▶ Available data
-------------------------
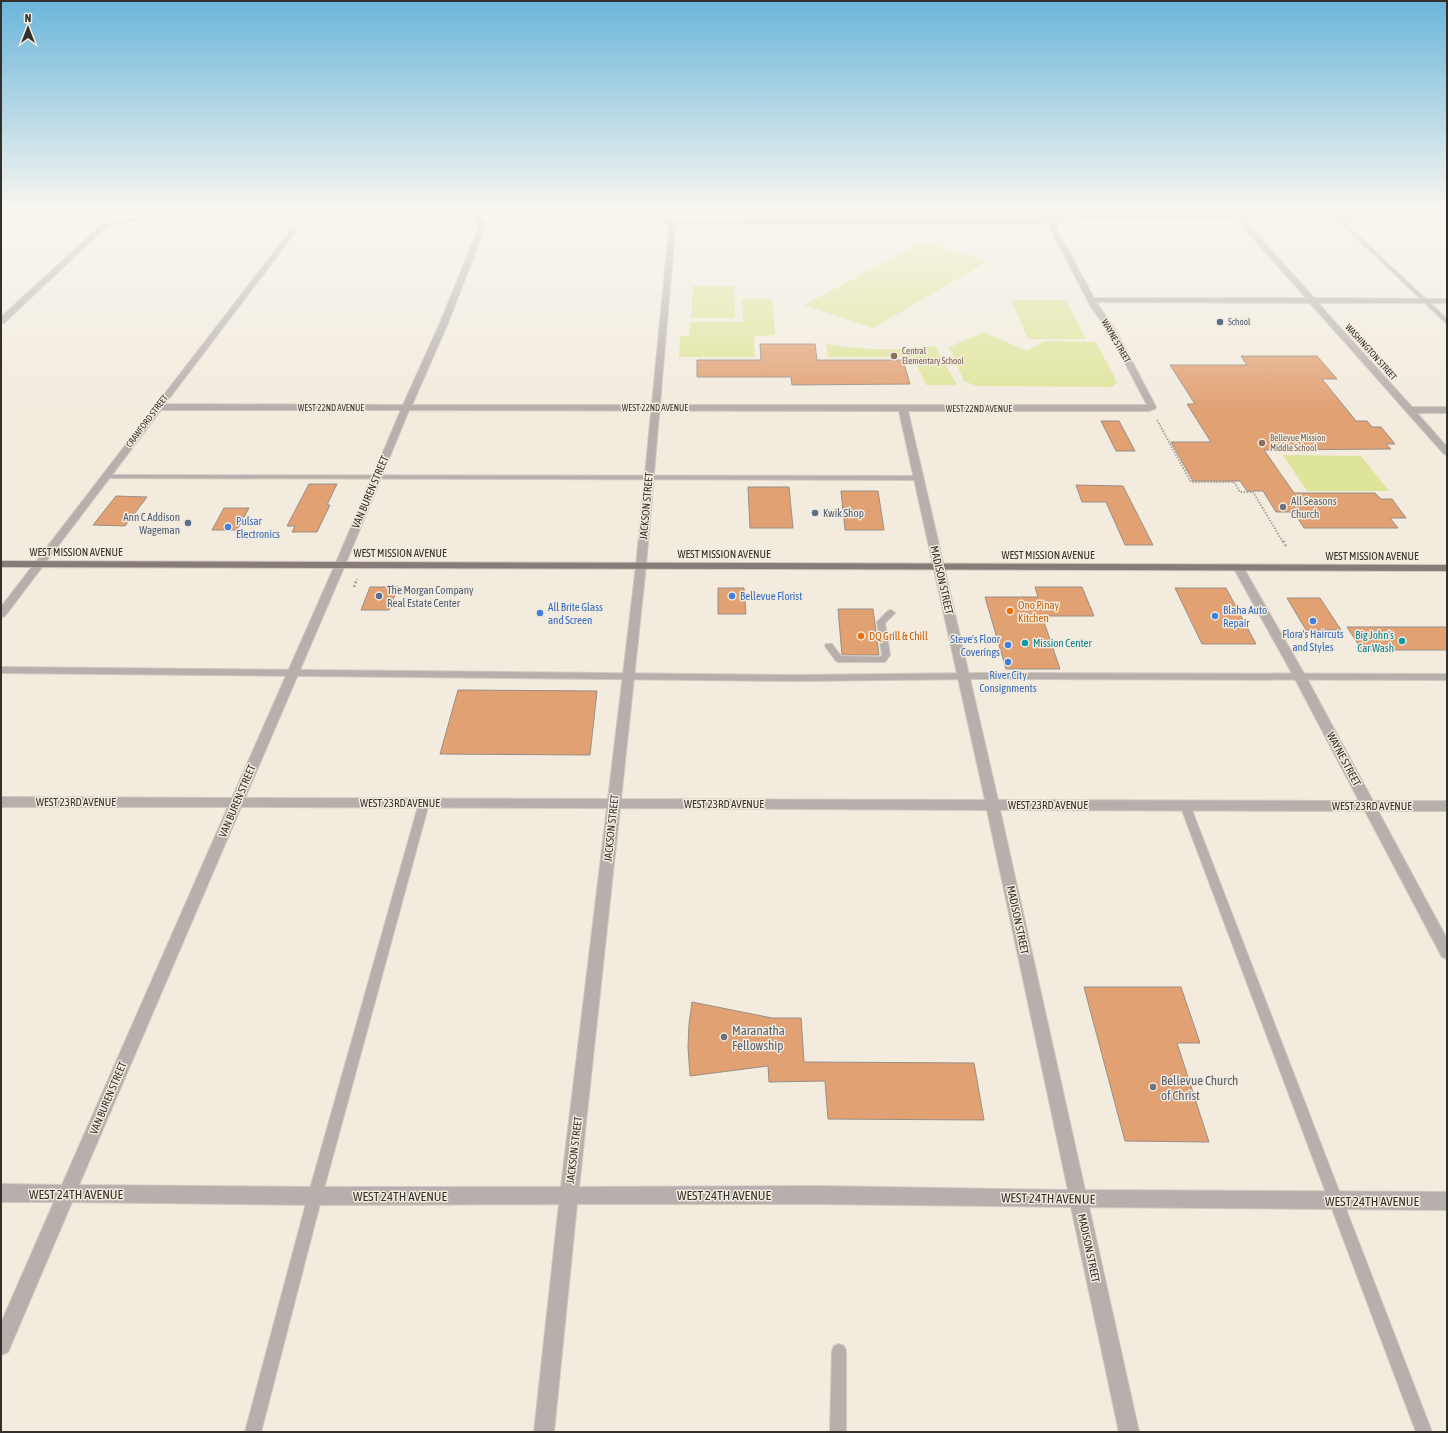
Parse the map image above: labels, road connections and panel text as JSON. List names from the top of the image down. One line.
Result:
{"streets":{"main road":["WEST MISSION AVENUE"],"street":["WAYNE STREET","WASHINGTON STREET","WEST 22ND AVENUE","CRAWFORD STREET","VAN BUREN STREET","JACKSON STREET","MADISON STREET","WEST 23RD AVENUE","WEST 24TH AVENUE"]},"crossings":[["WAYNE STREET","WEST 22ND AVENUE"],["WAYNE STREET","WEST MISSION AVENUE"],["WAYNE STREET","WEST 23RD AVENUE"],["WEST 22ND AVENUE","CRAWFORD STREET"],["WEST 22ND AVENUE","VAN BUREN STREET"],["WEST 22ND AVENUE","JACKSON STREET"],["WEST 22ND AVENUE","MADISON STREET"],["CRAWFORD STREET","WEST MISSION AVENUE"],["VAN BUREN STREET","WEST MISSION AVENUE"],["VAN BUREN STREET","WEST 23RD AVENUE"],["VAN BUREN STREET","WEST 24TH AVENUE"],["JACKSON STREET","WEST MISSION AVENUE"],["JACKSON STREET","WEST 23RD AVENUE"],["JACKSON STREET","WEST 24TH AVENUE"],["WEST MISSION AVENUE","MADISON STREET"],["MADISON STREET","WEST 23RD AVENUE"],["MADISON STREET","WEST 24TH AVENUE"]],"places":["School","Central Elementary School","Bellevue Mission Middle School","All Seasons Church","Kwik Shop","Ann C Addison Wageman","Pulsar Electronics","The Morgan Company Real Estate Center","Bellevue Florist","Ono Pinay Kitchen","All Brite Glass and Screen","Blaha Auto Repair","Flora's Haircuts and Styles","DQ Grill & Chill","Big John's Car Wash","Mission Center","Steve's Floor Coverings","River City Consignments","Maranatha Fellowship","Bellevue Church of Christ"],"north":"top"}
-------------------------
Everything in the material except the pictures should be output verbatim.

Parse the map image above: labels, road connections and panel text as JSON. List names from the top of the image down. One line.
Result:
{"streets":{"main road":["WEST MISSION AVENUE"],"street":["WAYNE STREET","WASHINGTON STREET","WEST 22ND AVENUE","CRAWFORD STREET","VAN BUREN STREET","JACKSON STREET","MADISON STREET","WEST 23RD AVENUE","WEST 24TH AVENUE"]},"crossings":[["WAYNE STREET","WEST 22ND AVENUE"],["WAYNE STREET","WEST MISSION AVENUE"],["WAYNE STREET","WEST 23RD AVENUE"],["WEST 22ND AVENUE","CRAWFORD STREET"],["WEST 22ND AVENUE","VAN BUREN STREET"],["WEST 22ND AVENUE","JACKSON STREET"],["WEST 22ND AVENUE","MADISON STREET"],["CRAWFORD STREET","WEST MISSION AVENUE"],["VAN BUREN STREET","WEST MISSION AVENUE"],["VAN BUREN STREET","WEST 23RD AVENUE"],["VAN BUREN STREET","WEST 24TH AVENUE"],["JACKSON STREET","WEST MISSION AVENUE"],["JACKSON STREET","WEST 23RD AVENUE"],["JACKSON STREET","WEST 24TH AVENUE"],["WEST MISSION AVENUE","MADISON STREET"],["MADISON STREET","WEST 23RD AVENUE"],["MADISON STREET","WEST 24TH AVENUE"]],"places":["School","Central Elementary School","Bellevue Mission Middle School","All Seasons Church","Kwik Shop","Ann C Addison Wageman","Pulsar Electronics","The Morgan Company Real Estate Center","Bellevue Florist","Ono Pinay Kitchen","All Brite Glass and Screen","Blaha Auto Repair","Flora's Haircuts and Styles","DQ Grill & Chill","Big John's Car Wash","Mission Center","Steve's Floor Coverings","River City Consignments","Maranatha Fellowship","Bellevue Church of Christ"],"north":"top"}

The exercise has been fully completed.